[Records contained in a dataset]
════════════════
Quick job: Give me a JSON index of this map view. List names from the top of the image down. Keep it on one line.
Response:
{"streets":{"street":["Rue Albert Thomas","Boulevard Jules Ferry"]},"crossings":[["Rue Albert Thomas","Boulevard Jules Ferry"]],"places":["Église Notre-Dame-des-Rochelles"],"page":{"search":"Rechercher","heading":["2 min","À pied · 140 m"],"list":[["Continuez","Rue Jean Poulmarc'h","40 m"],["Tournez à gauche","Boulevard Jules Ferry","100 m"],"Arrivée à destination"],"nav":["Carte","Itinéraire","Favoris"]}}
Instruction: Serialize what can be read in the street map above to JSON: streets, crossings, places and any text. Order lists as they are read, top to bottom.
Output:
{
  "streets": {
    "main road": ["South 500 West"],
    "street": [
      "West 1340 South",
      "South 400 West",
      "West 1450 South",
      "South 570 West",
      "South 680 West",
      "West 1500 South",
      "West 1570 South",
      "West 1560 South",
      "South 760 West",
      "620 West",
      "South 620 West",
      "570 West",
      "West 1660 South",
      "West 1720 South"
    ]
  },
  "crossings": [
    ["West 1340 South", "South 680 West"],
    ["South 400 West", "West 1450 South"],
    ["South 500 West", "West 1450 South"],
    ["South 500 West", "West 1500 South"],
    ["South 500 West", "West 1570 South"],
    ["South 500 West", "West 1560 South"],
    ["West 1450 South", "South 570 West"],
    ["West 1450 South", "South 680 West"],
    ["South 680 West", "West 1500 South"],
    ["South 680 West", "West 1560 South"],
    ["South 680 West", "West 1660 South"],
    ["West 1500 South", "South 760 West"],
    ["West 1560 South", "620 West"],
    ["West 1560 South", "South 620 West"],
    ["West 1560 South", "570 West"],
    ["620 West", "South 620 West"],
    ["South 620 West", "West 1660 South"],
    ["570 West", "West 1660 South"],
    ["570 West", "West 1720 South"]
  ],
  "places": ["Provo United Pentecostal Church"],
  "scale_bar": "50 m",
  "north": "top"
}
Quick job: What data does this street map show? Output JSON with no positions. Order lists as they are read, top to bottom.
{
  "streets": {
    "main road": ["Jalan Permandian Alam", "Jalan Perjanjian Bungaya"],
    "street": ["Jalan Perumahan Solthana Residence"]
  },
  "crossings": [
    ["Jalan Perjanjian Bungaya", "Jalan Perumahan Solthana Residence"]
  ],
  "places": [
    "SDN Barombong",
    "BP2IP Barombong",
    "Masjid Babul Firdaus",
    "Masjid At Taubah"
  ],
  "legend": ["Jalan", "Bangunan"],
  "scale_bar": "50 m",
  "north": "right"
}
════════════════
## Task instructions
The records must be given again in full, exactly as they were written.

## Task output
Quick job: Give me a JSON index of this map view. List names from the top of the image down. Keep it on one line.
Response:
{"streets":{"street":["Rue Albert Thomas","Boulevard Jules Ferry"]},"crossings":[["Rue Albert Thomas","Boulevard Jules Ferry"]],"places":["Église Notre-Dame-des-Rochelles"],"page":{"search":"Rechercher","heading":["2 min","À pied · 140 m"],"list":[["Continuez","Rue Jean Poulmarc'h","40 m"],["Tournez à gauche","Boulevard Jules Ferry","100 m"],"Arrivée à destination"],"nav":["Carte","Itinéraire","Favoris"]}}
Instruction: Serialize what can be read in the street map above to JSON: streets, crossings, places and any text. Order lists as they are read, top to bottom.
Output:
{
  "streets": {
    "main road": ["South 500 West"],
    "street": [
      "West 1340 South",
      "South 400 West",
      "West 1450 South",
      "South 570 West",
      "South 680 West",
      "West 1500 South",
      "West 1570 South",
      "West 1560 South",
      "South 760 West",
      "620 West",
      "South 620 West",
      "570 West",
      "West 1660 South",
      "West 1720 South"
    ]
  },
  "crossings": [
    ["West 1340 South", "South 680 West"],
    ["South 400 West", "West 1450 South"],
    ["South 500 West", "West 1450 South"],
    ["South 500 West", "West 1500 South"],
    ["South 500 West", "West 1570 South"],
    ["South 500 West", "West 1560 South"],
    ["West 1450 South", "South 570 West"],
    ["West 1450 South", "South 680 West"],
    ["South 680 West", "West 1500 South"],
    ["South 680 West", "West 1560 South"],
    ["South 680 West", "West 1660 South"],
    ["West 1500 South", "South 760 West"],
    ["West 1560 South", "620 West"],
    ["West 1560 South", "South 620 West"],
    ["West 1560 South", "570 West"],
    ["620 West", "South 620 West"],
    ["South 620 West", "West 1660 South"],
    ["570 West", "West 1660 South"],
    ["570 West", "West 1720 South"]
  ],
  "places": ["Provo United Pentecostal Church"],
  "scale_bar": "50 m",
  "north": "top"
}
Quick job: What data does this street map show? Output JSON with no positions. Order lists as they are read, top to bottom.
{
  "streets": {
    "main road": ["Jalan Permandian Alam", "Jalan Perjanjian Bungaya"],
    "street": ["Jalan Perumahan Solthana Residence"]
  },
  "crossings": [
    ["Jalan Perjanjian Bungaya", "Jalan Perumahan Solthana Residence"]
  ],
  "places": [
    "SDN Barombong",
    "BP2IP Barombong",
    "Masjid Babul Firdaus",
    "Masjid At Taubah"
  ],
  "legend": ["Jalan", "Bangunan"],
  "scale_bar": "50 m",
  "north": "right"
}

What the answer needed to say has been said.